| YOUR GOAL |
The entries are to be reproduced verbatim, and their pictures left out.

| Stored data entries |
----------

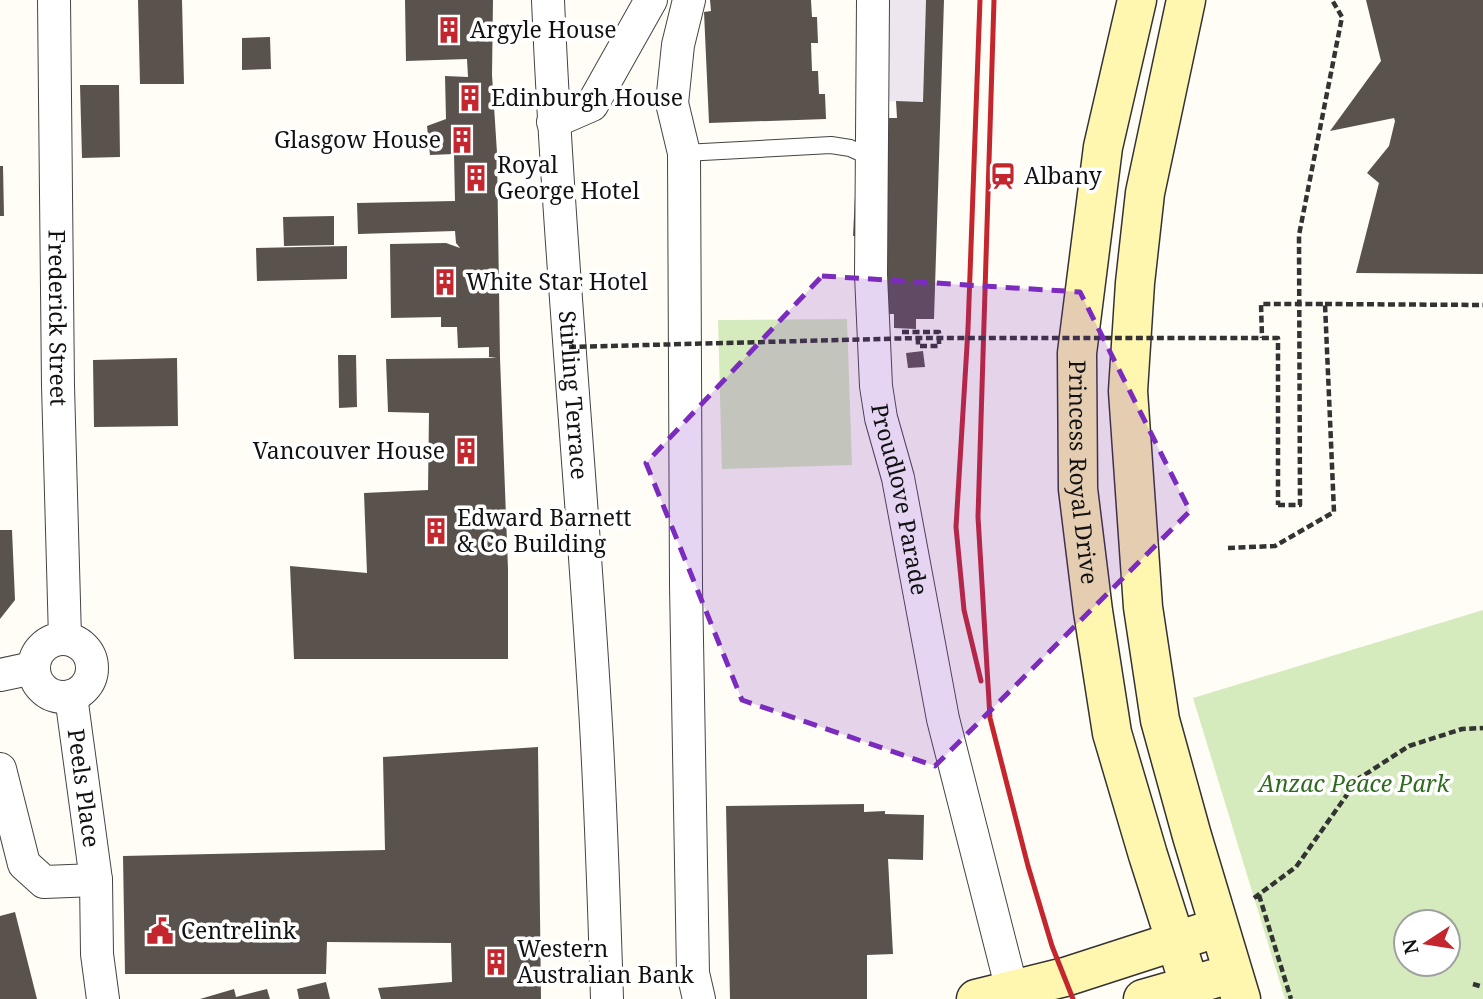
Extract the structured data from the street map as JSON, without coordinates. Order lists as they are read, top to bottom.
{
  "streets": {
    "main road": ["Princess Royal Drive"],
    "street": [
      "Frederick Street",
      "Stirling Terrace",
      "Proudlove Parade",
      "Peels Place"
    ]
  },
  "crossings": [
    ["Frederick Street", "Peels Place"]
  ],
  "parks": ["Anzac Peace Park"],
  "places": {
    "building": [
      "Argyle House",
      "Edinburgh House",
      "Glasgow House",
      "Royal George Hotel",
      "White Star Hotel",
      "Vancouver House",
      "Edward Barnett & Co Building",
      "Western Australian Bank"
    ],
    "station": ["Albany"],
    "public building": ["Centrelink"]
  },
  "north": "left"
}
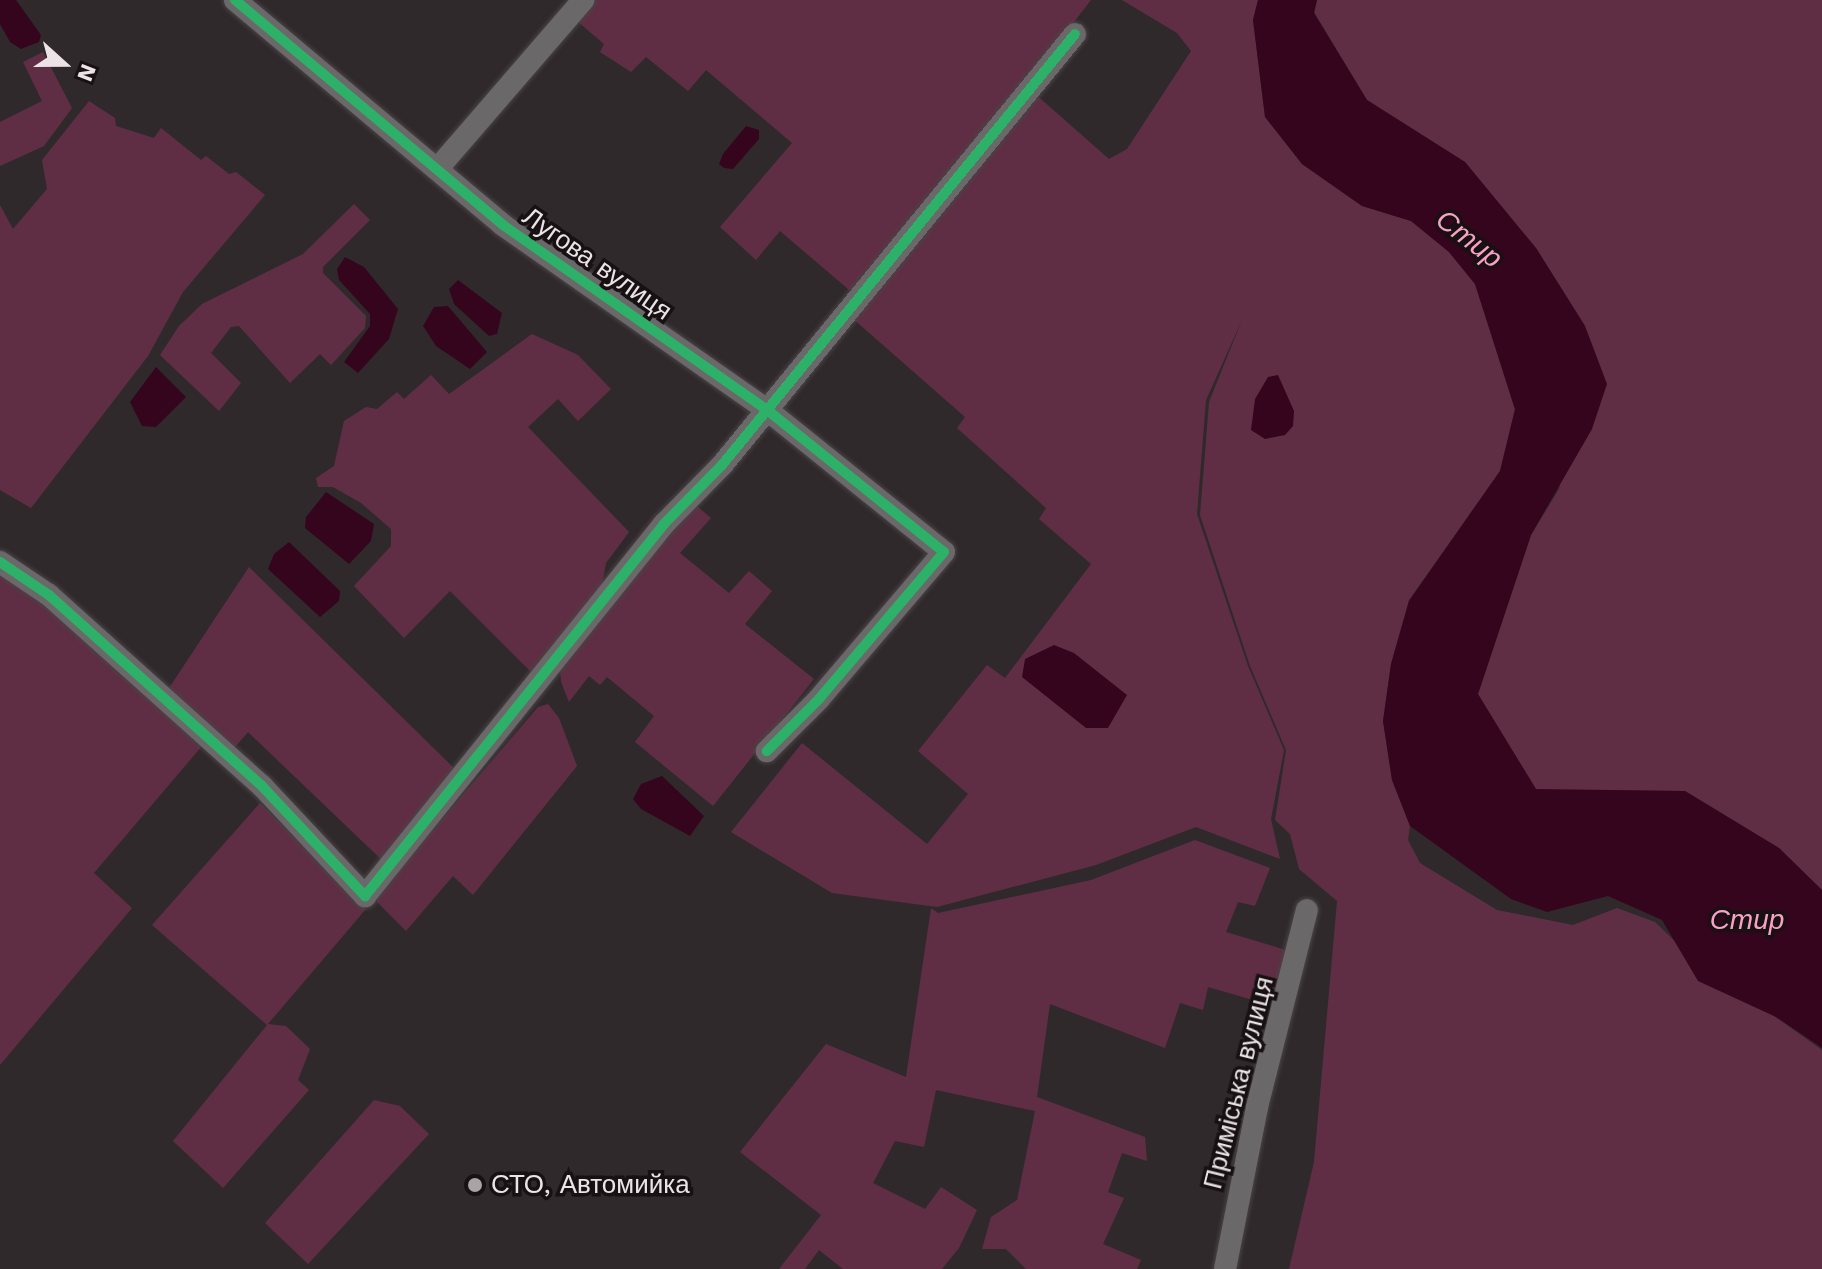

----------

| RESPONSE AREA |
Extract the structured data from the street map as JSON, without coordinates. Order lists as they are read, top to bottom.
{
  "streets": {
    "main road": ["Princess Royal Drive"],
    "street": [
      "Frederick Street",
      "Stirling Terrace",
      "Proudlove Parade",
      "Peels Place"
    ]
  },
  "crossings": [
    ["Frederick Street", "Peels Place"]
  ],
  "parks": ["Anzac Peace Park"],
  "places": {
    "building": [
      "Argyle House",
      "Edinburgh House",
      "Glasgow House",
      "Royal George Hotel",
      "White Star Hotel",
      "Vancouver House",
      "Edward Barnett & Co Building",
      "Western Australian Bank"
    ],
    "station": ["Albany"],
    "public building": ["Centrelink"]
  },
  "north": "left"
}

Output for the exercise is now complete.